Clinical Significance

The JAK2 V617F mutation has been identified in up to 97 % of polycythemia vera (PV) and in approximately 50-60% of essential thrombocythemia (ET) and primary myelofibrosis (PMF) cases.  Presence of V617F mutation does not distinguish between these forms of myeloproliferative neoplasm.  Additionally, JAK2 V617F has also been found in approximately 60% of cases of myelodysplastic/myeloproliferative neoplasm (MPN) with ring sideroblasts and thrombocytosis (MDS/MPN-RS-T). A small subset of other myeloid disorders, such as chronic myelomonocytic leukemia, may also harbor JAK2 V617F mutations.

Gene

The V617F mutation in exon 14 of JAK2 (Janus kinase 2 gene) is a high frequency alteration that leads to deregulation of the kinase activity and constitutive tyrosine phosphorylation of the JAK2 protein. In MPN, the V617F mutation is heterozygous in most patients and homozygous only in a minor subset. Mitotic recombination most likely causes both 9p loss of heterozygosity, along with concurrent transition from heterozygosity to homozygosity.

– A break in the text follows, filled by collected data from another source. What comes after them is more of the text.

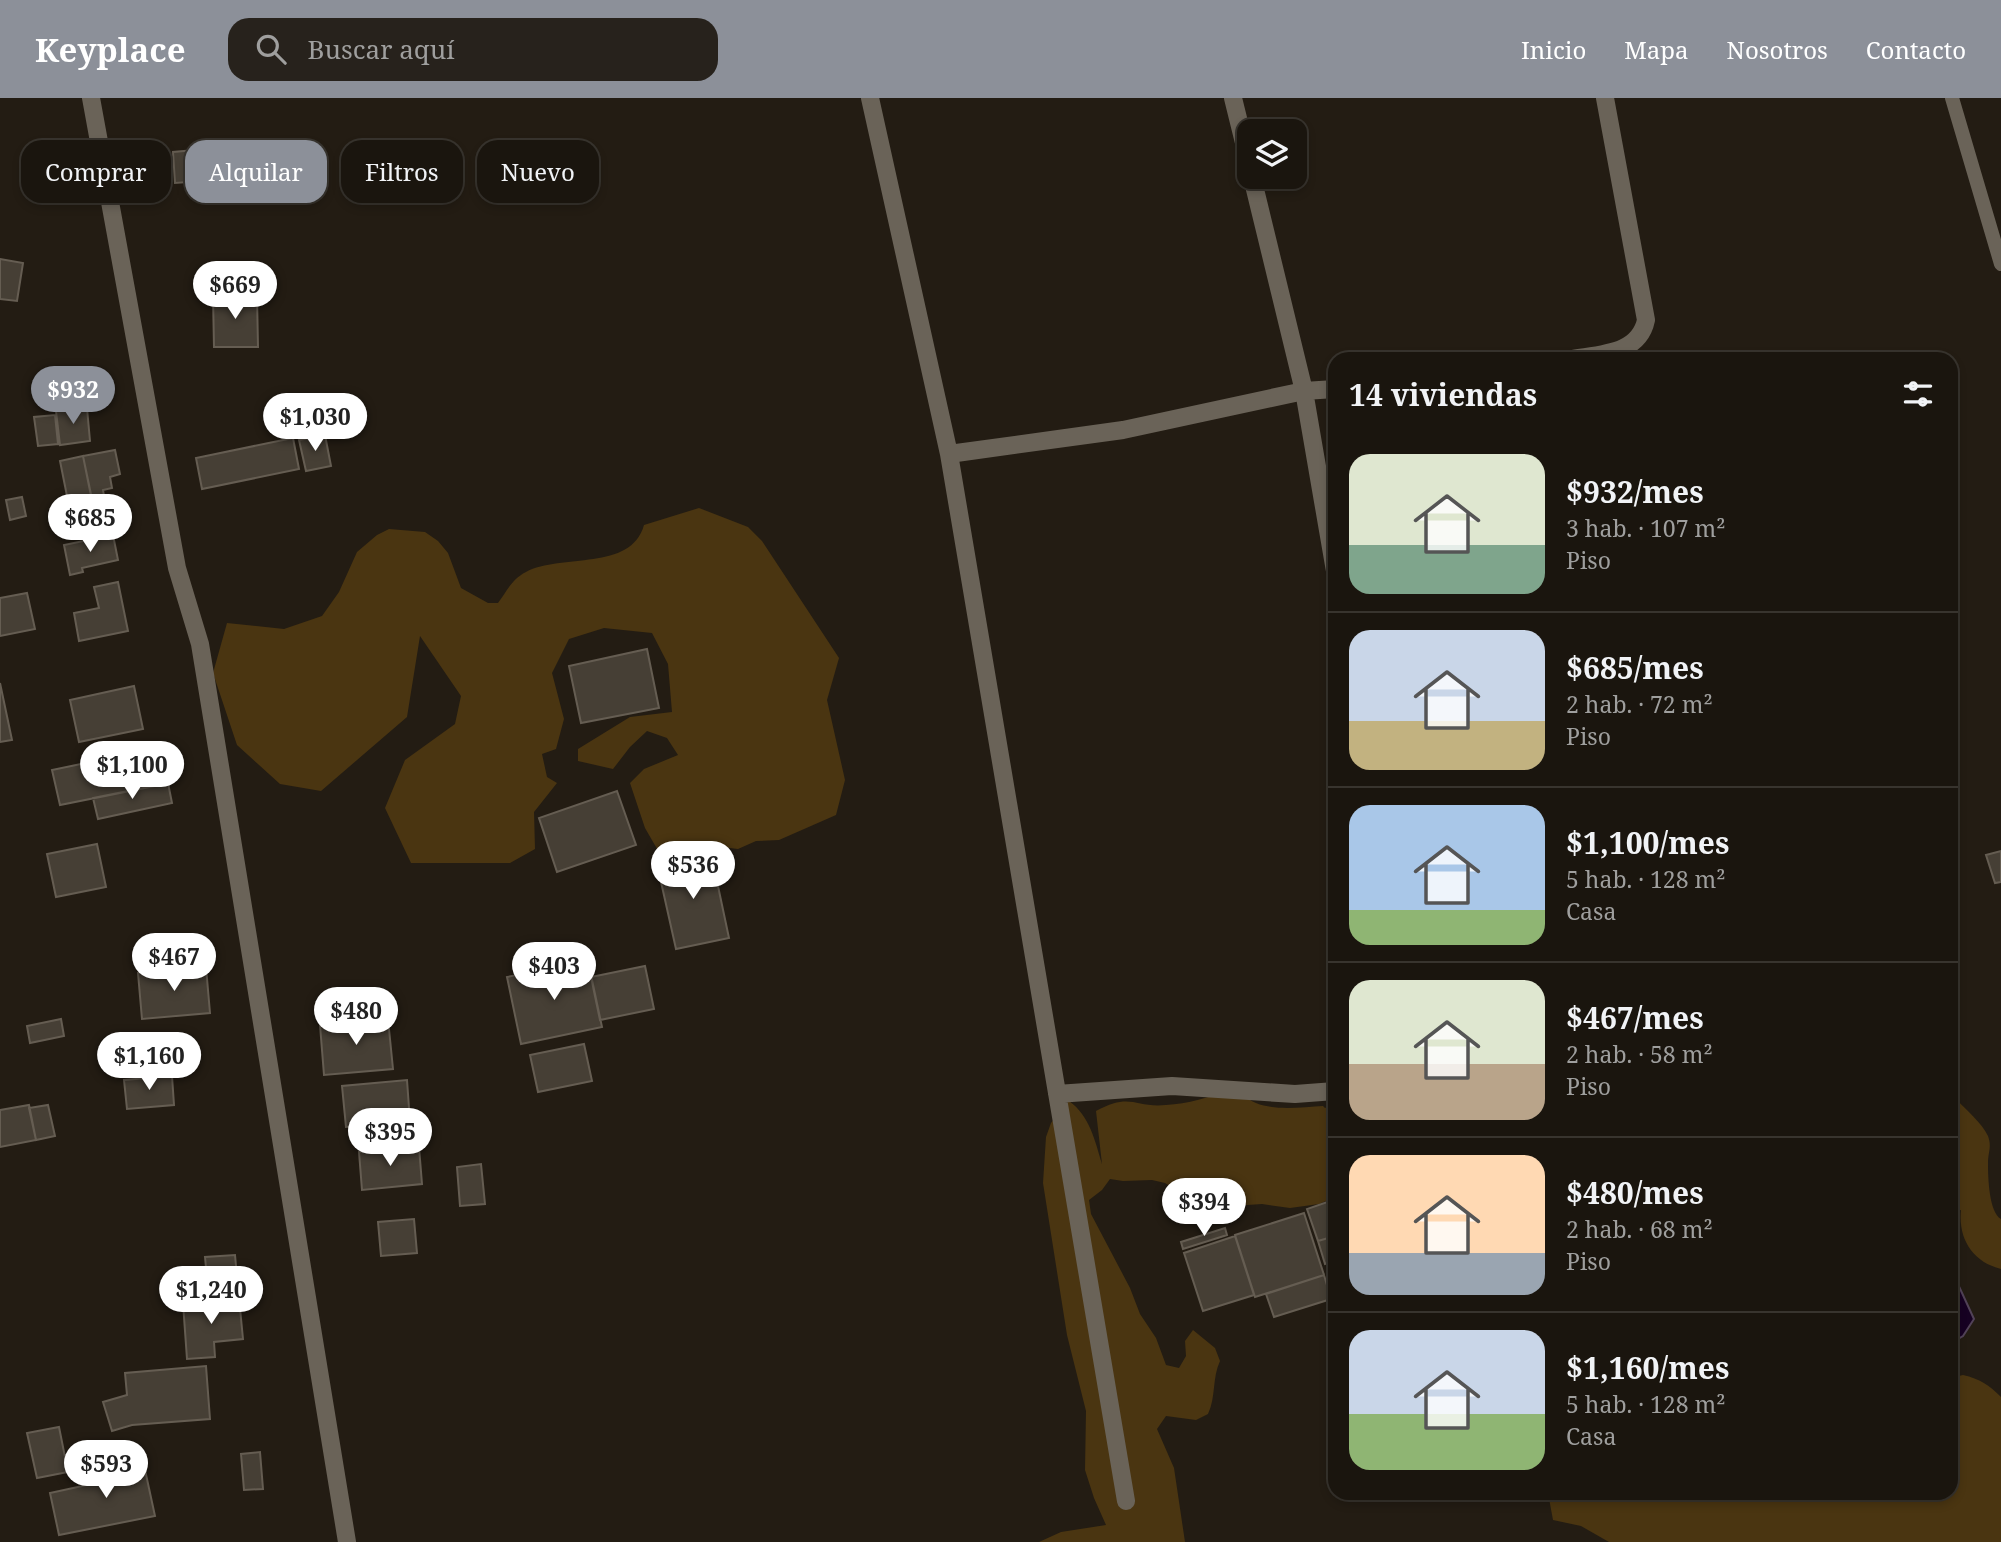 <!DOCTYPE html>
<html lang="es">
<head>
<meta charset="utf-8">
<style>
	:root { --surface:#1a150e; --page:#27221c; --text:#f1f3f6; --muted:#9f9f9e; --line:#38342e; --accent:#8c9099 }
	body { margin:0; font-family:"Noto Serif",serif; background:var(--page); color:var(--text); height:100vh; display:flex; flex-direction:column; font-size:26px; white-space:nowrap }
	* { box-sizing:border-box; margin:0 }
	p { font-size:23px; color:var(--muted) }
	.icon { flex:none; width:38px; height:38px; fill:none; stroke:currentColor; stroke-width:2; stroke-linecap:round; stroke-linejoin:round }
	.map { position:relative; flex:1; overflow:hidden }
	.sheet { position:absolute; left:1328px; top:254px; width:630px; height:1148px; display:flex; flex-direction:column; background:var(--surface); border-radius:21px; box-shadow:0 4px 10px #0003,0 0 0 2px var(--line) }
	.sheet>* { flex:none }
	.banner { position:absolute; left:21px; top:42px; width:665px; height:63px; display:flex; gap:14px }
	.tools { position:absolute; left:1237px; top:21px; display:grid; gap:14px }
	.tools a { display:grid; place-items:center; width:70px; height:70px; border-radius:14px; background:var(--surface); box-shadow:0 4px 10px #0003,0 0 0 2px var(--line); font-size:35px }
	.price { position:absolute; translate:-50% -60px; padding:0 16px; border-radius:24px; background:#fff; color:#222; font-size:23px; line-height:46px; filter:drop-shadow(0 2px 4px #0008) }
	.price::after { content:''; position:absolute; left:50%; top:42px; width:21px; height:16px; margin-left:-10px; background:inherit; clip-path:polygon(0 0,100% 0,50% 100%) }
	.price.current { background:var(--accent); color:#fff }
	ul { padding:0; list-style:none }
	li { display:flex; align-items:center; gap:21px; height:175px; padding:0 21px }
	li+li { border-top:2px solid var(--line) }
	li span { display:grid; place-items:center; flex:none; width:196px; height:140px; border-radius:21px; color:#555 }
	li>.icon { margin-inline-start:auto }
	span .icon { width:84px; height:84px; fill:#fffc; stroke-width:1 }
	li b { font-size:30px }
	h2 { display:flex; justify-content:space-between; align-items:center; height:84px; padding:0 21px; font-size:30px }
	.tag { padding:0 24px; border-radius:21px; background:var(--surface); box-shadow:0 4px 10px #0003,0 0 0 2px var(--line); font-size:24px; line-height:63px }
	.tag.current { background:var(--accent); color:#fff }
	header { display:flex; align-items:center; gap:42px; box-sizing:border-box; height:98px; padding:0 35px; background:var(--accent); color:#fff }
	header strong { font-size:33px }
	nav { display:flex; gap:38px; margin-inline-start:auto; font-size:24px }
	.search { width:490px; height:63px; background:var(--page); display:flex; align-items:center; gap:18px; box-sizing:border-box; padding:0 24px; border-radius:21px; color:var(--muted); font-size:26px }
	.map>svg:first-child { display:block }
	.green { fill:#4a3511 }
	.water { fill:#160122; stroke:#514257; stroke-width:2 }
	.building { fill:#463f35; stroke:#655d52; stroke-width:2 }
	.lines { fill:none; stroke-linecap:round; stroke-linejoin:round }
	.service { stroke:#6a6358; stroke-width:14 }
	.minor { stroke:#6a6358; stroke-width:18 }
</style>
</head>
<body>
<header>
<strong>Keyplace</strong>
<div class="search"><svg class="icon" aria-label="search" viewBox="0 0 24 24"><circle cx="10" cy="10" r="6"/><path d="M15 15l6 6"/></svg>Buscar aquí</div>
<nav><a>Inicio</a><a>Mapa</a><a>Nosotros</a><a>Contacto</a></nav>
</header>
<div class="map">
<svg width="2001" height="1444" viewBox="0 0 2001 1444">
	<rect width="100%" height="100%" fill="#231c13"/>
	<path class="green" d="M699,410L748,429L762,443L839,560L827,602L845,682L836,717L779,742L756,743L738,751L689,745L660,756L645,730L630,685L644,671L678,657L667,640L647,633L630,649L613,671L578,663V651L630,619L672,614L668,566L652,535L604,530L569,541L552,575L564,621L556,651L542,656L547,679L557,685L534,714L535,751L510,765H411L385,710L405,662L455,626L461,598L420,538L407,619L321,693L280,686L237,647L213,575L227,525L284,531L322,518L339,494L357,454L377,437L389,431L425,434L438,443L448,455L461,490L488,505H498C507,493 512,481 526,474C561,455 631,474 644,427Z
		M1231,992C1241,995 1247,1001 1256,1005C1275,1013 1303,1009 1323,1008L1325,1010L1335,1005V1099L1319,1106L1290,1110L1262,1106L1233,1108L1221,1102L1191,1100L1165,1085L1152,1082L1123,1083L1110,1081L1102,1092L1089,1102L1091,1116L1130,1190L1140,1216L1156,1240L1166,1267L1179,1270L1186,1258L1185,1243L1193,1232L1215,1250L1220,1263C1212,1280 1216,1299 1208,1316L1196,1322L1166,1318L1157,1331L1174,1370L1185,1444H1039L1061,1434L1106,1427L1094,1400L1085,1372L1086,1313L1067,1237L1043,1085L1046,1039L1051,1025L1069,1003C1090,1018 1095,1043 1102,1066L1096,1013C1131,994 1134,1010 1166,1007C1188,1006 1209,999 1231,992Z
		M1951,998L1956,1001C1966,1012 1982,1025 1988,1038C1992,1049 1988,1054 1988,1065C1988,1080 1989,1114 2001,1121V1171C1972,1164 1958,1140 1961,1112L1951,1115Z
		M1963,1277C1980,1281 1989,1287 2001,1299V1444H1609L1581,1428L1553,1422L1548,1395H1951V1280Z"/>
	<path class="water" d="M1951,1171L1974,1221L1963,1238L1951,1245Z"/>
	<path class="building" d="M241,48L244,80L175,85L173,54Z
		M0,161L23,165L17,203L0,201Z
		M213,198H257L258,249H214Z
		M87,310L90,343L60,347L56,313Z
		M55,317L58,346L38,348L34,319Z
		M325,337L331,368L306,373L299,342Z
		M293,340L299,371L202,391L196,360Z
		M115,352L120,376L110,379L112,390L103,392L105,404L93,406L83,358Z
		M83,358L93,408L61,414L59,404L68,403L60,363Z
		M22,399L26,418L10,422L6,402Z
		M113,437L118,462L82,470L83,474L70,477L64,447Z
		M118,484L128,533L79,543L74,515L99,510L94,489Z
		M27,495L35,531L0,538V500Z
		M647,551L659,610L581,625L569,568Z
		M0,585L12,642L0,644Z
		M134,588L143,631L79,644L70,602Z
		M153,651L160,687L60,707L52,672Z
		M168,685L172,705L98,721L93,700Z
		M617,693L636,747L557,774L539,720Z
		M97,746L106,789L56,799L47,756Z
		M2001,753V784L1995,785L1986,757Z
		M711,755L729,840L676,851L657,766Z
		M588,863L602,929L521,946L507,879Z
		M645,868L654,911L600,922L591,879Z
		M206,869L210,915L142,921L138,875Z
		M61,921L64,938L30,945L27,928Z
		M388,921L393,971L324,977L320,927Z
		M584,946L592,983L538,994L530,957Z
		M172,978L174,1007L127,1011L124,982Z
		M407,982L410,1024L346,1029L342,988Z
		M29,1007L36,1042L0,1049V1012Z
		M48,1007L55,1038L36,1042L29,1010Z
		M419,1049L422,1086L362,1092L359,1054Z
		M481,1066L485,1106L460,1108L457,1069Z
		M1333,1102L1335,1110V1138L1318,1143L1307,1111Z
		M1304,1115L1324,1177L1255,1199L1235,1137Z
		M414,1121L417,1155L381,1158L378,1124Z
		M1225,1130L1227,1137L1183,1151L1181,1144Z
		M1235,1138L1254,1197L1203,1213L1184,1155Z
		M1335,1138V1163L1325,1166L1318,1143Z
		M235,1157L239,1200L209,1202L205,1159Z
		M1324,1177L1331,1201L1274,1219L1266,1196Z
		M239,1200L243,1241L214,1244L215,1259L187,1261L183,1205Z
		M206,1268L210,1321L132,1327L112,1333L103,1304L127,1297L125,1275Z
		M59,1329L68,1374L37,1380L27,1335Z
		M260,1354L263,1391L244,1392L241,1356Z
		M142,1358L155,1418L59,1437L50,1395L110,1382L107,1366Z"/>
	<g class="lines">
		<path class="service" d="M1952,0L2001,166"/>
		<path class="minor" d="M91,0L177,470L200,546L347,1444
			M870,0L949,356L1126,1403
			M1233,0L1250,69
			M1252,79L1304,293L1335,291
			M1572,261C1601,256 1639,256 1646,222L1605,0
			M949,356L1123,332L1304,293L1335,473
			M1057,996L1172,988L1295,996L1335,993"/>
	</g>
</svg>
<div class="tools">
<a><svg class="icon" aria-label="layers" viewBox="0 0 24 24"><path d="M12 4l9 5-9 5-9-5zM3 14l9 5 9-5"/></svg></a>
</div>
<b class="price" style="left:235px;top:223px">$669</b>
<b class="price current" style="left:73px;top:328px">$932</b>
<b class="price" style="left:315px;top:355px">$1,030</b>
<b class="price" style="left:90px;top:456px">$685</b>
<b class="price" style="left:132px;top:703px">$1,100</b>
<b class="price" style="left:693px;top:803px">$536</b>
<b class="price" style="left:174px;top:895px">$467</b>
<b class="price" style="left:554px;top:904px">$403</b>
<b class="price" style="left:356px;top:949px">$480</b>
<b class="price" style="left:149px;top:994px">$1,160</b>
<b class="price" style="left:390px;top:1070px">$395</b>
<b class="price" style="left:1204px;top:1140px">$394</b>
<b class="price" style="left:211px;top:1228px">$1,240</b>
<b class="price" style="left:106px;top:1402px">$593</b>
<div class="banner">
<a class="tag">Comprar</a>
<a class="tag current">Alquilar</a>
<a class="tag">Filtros</a>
<a class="tag">Nuevo</a>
</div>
<section class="sheet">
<h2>14 viviendas<svg class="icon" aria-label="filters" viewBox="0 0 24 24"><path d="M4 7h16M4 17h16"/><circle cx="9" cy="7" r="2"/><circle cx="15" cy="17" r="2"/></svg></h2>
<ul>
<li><span style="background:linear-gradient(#dfe7d0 65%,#7fa58c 0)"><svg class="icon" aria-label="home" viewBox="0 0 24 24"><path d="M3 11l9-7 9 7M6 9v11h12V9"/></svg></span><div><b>$932/mes</b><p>3 hab. · 107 m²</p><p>Piso</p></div></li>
<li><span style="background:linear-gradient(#c9d6e8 65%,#c2b280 0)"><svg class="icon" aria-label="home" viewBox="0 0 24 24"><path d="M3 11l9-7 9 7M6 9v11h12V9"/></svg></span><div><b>$685/mes</b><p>2 hab. · 72 m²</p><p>Piso</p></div></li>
<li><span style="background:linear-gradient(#a9c7e8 75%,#8fb573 0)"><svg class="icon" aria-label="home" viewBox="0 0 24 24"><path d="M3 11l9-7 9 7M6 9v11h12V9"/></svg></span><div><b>$1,100/mes</b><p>5 hab. · 128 m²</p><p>Casa</p></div></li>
<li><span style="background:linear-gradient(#dfe7d0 60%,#b9a48a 0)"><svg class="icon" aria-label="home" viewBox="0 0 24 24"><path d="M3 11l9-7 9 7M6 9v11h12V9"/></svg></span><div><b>$467/mes</b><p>2 hab. · 58 m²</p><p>Piso</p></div></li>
<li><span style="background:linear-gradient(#ffd9b3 70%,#9aa5b1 0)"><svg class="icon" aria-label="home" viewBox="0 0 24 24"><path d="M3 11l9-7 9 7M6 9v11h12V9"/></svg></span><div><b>$480/mes</b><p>2 hab. · 68 m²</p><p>Piso</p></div></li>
<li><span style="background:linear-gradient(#c9d6e8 60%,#8fb573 0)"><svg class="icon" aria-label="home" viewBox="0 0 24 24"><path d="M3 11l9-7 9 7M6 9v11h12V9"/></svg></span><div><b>$1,160/mes</b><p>5 hab. · 128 m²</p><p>Casa</p></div></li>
</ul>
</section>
</div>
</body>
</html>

A documented prior authorization will need to be present in Health Link before testing can be performed. 

The ordering source should consult the Genetic Testing at UW Health Clinical Laboratories document on U-Connect prior to ordering testing. Contact UWHC Referral office (608) 262-6388 for questions. 

Do not centrifuge or freeze sample.

Refrigerate specimen. Do not freeze or centrifuge.

Transport specimen to laboratory immediately. Refrigerate specimen if not delivered immediately. Do not freeze sample.

A written interpretive report is provided by the laboratory.

The quantitative range for Jak2 V617F is 5% to 50% mutant. If the Jak2 V617F allele is not detected or the result is below the detection range of 2.5%, a result of "Not detected" will be reported. If the result is greater than 50% allele burden, a result of "Detected, >50%” will be reported. If the result is less than 5% allele burden, a results of “Detected, <5%” will be reported.

 A result of 'Not detected" does not rule out the presence of the Jak2 V617F allele. False negative results may be due to inhibitory substances that may be present in the specimen. Inadequate specimen collection, processing and storage may invalidate test results. This test should not be used as the only criterion to form a clinical conclusion. Instead, results should be correlated with other test results, patient symptoms and clinical presentation.

The performance characteristics of this test were validated by UWHC Clinical Laboratories. The U.S. Food and Drug Administration (FDA) has not approved or cleared this test; however, FDA approval or clearance is currently not required for clinical use of this test. The results are not intended to be used as the sole means for clinical diagnosis or patient management decisions. The UWHC Clinical Laboratories is authorized under Clinical Laboratory Improvement Amendments (CLIA) to perform high-complexity testing.

A professional fee is associated with this test.(CPT Code G0452).